> _What you are asked to do_
The pictures are to be left out when the listing below is reproduced word for word.
───── Given data ─────
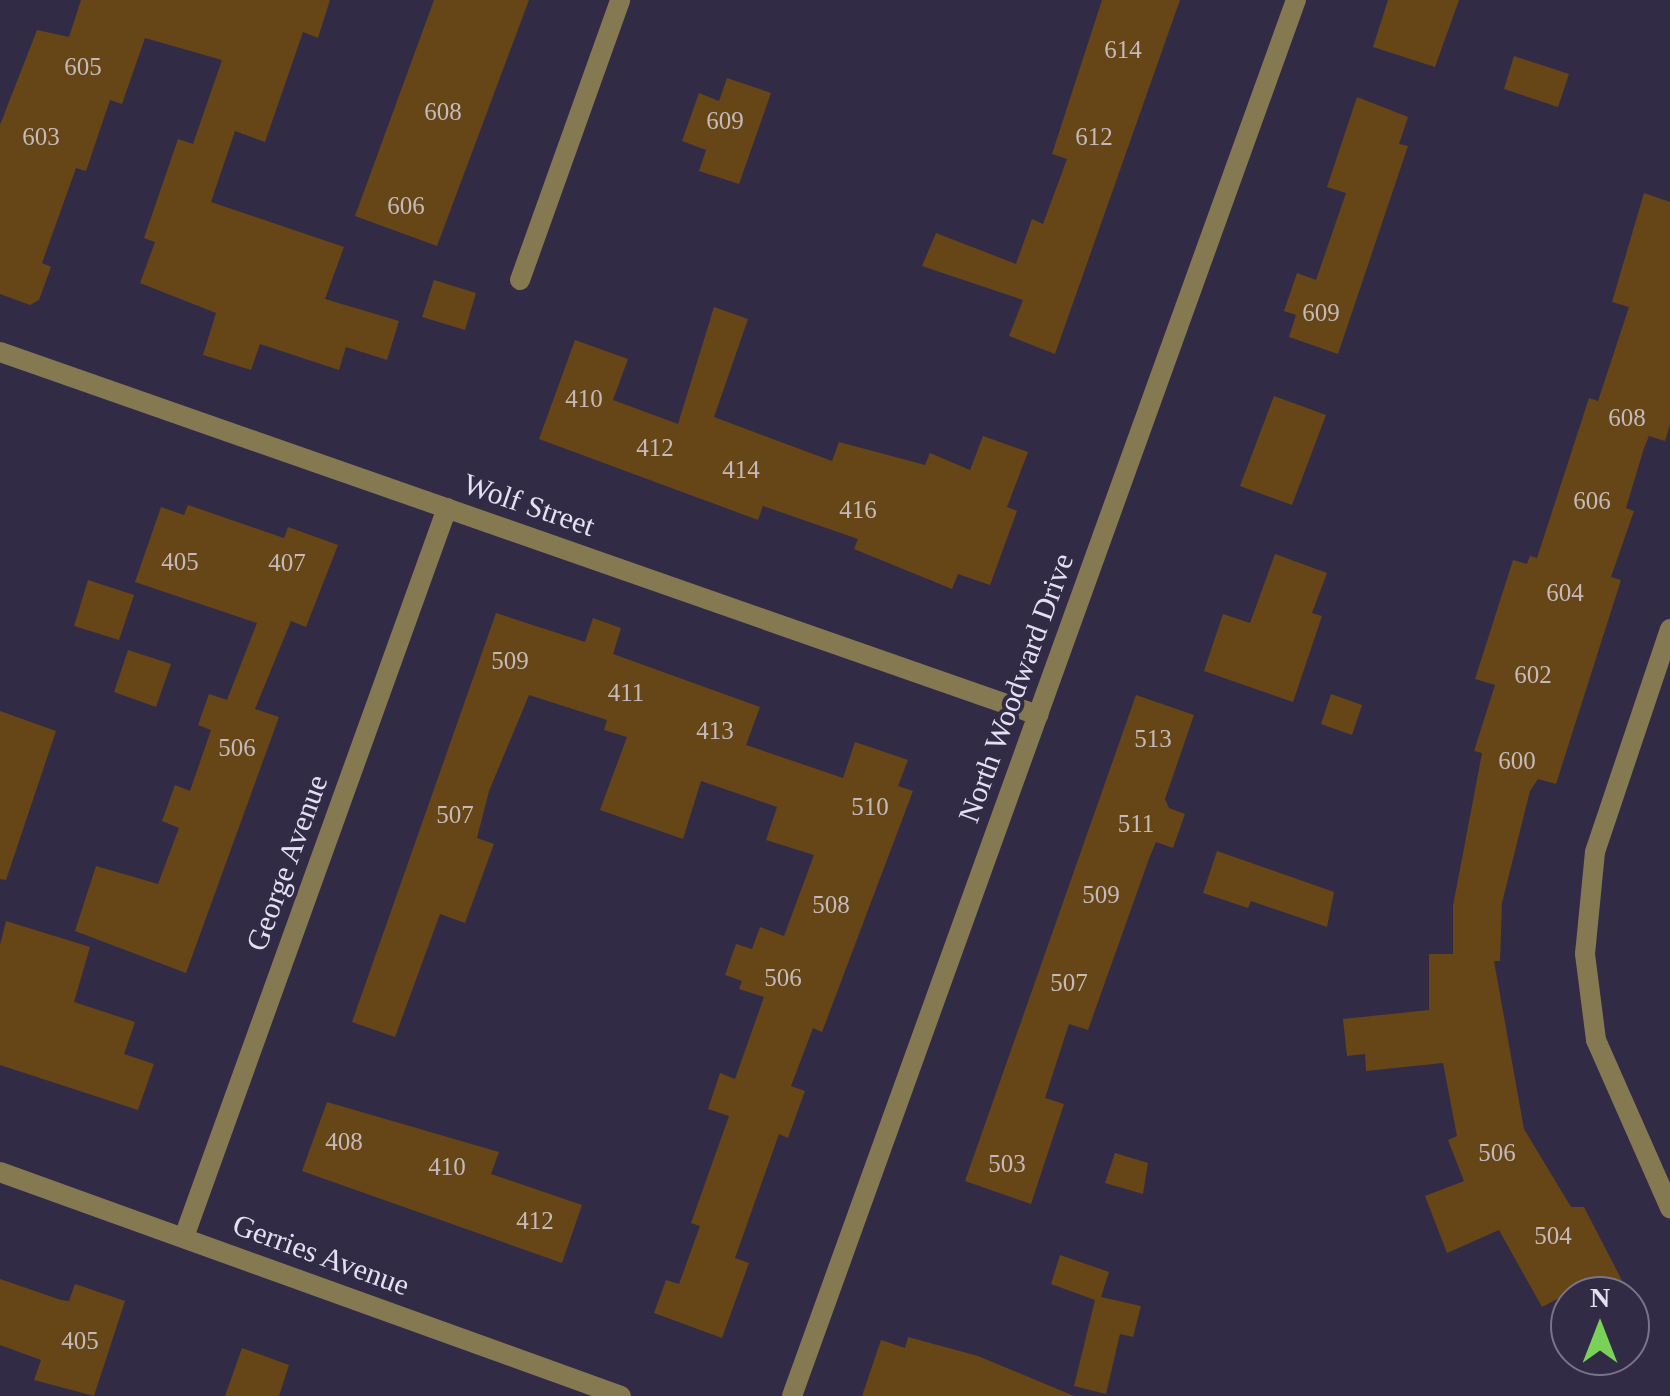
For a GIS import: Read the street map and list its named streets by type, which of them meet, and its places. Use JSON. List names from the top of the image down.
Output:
{
  "streets": {
    "street": [
      "Wolf Street",
      "North Woodward Drive",
      "George Avenue",
      "Gerries Avenue"
    ]
  },
  "crossings": [
    ["Wolf Street", "North Woodward Drive"],
    ["Wolf Street", "George Avenue"],
    ["George Avenue", "Gerries Avenue"]
  ],
  "house_numbers": [
    "614",
    "605",
    "608",
    "609",
    "603",
    "612",
    "606",
    "609",
    "410",
    "608",
    "412",
    "414",
    "606",
    "416",
    "405",
    "407",
    "604",
    "509",
    "602",
    "411",
    "413",
    "513",
    "506",
    "600",
    "510",
    "507",
    "511",
    "509",
    "508",
    "506",
    "507",
    "408",
    "506",
    "503",
    "410",
    "412",
    "504",
    "405"
  ],
  "north": "top"
}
─────
> _Response box_
For a GIS import: Read the street map and list its named streets by type, which of them meet, and its places. Use JSON. List names from the top of the image down.
Output:
{
  "streets": {
    "street": [
      "Wolf Street",
      "North Woodward Drive",
      "George Avenue",
      "Gerries Avenue"
    ]
  },
  "crossings": [
    ["Wolf Street", "North Woodward Drive"],
    ["Wolf Street", "George Avenue"],
    ["George Avenue", "Gerries Avenue"]
  ],
  "house_numbers": [
    "614",
    "605",
    "608",
    "609",
    "603",
    "612",
    "606",
    "609",
    "410",
    "608",
    "412",
    "414",
    "606",
    "416",
    "405",
    "407",
    "604",
    "509",
    "602",
    "411",
    "413",
    "513",
    "506",
    "600",
    "510",
    "507",
    "511",
    "509",
    "508",
    "506",
    "507",
    "408",
    "506",
    "503",
    "410",
    "412",
    "504",
    "405"
  ],
  "north": "top"
}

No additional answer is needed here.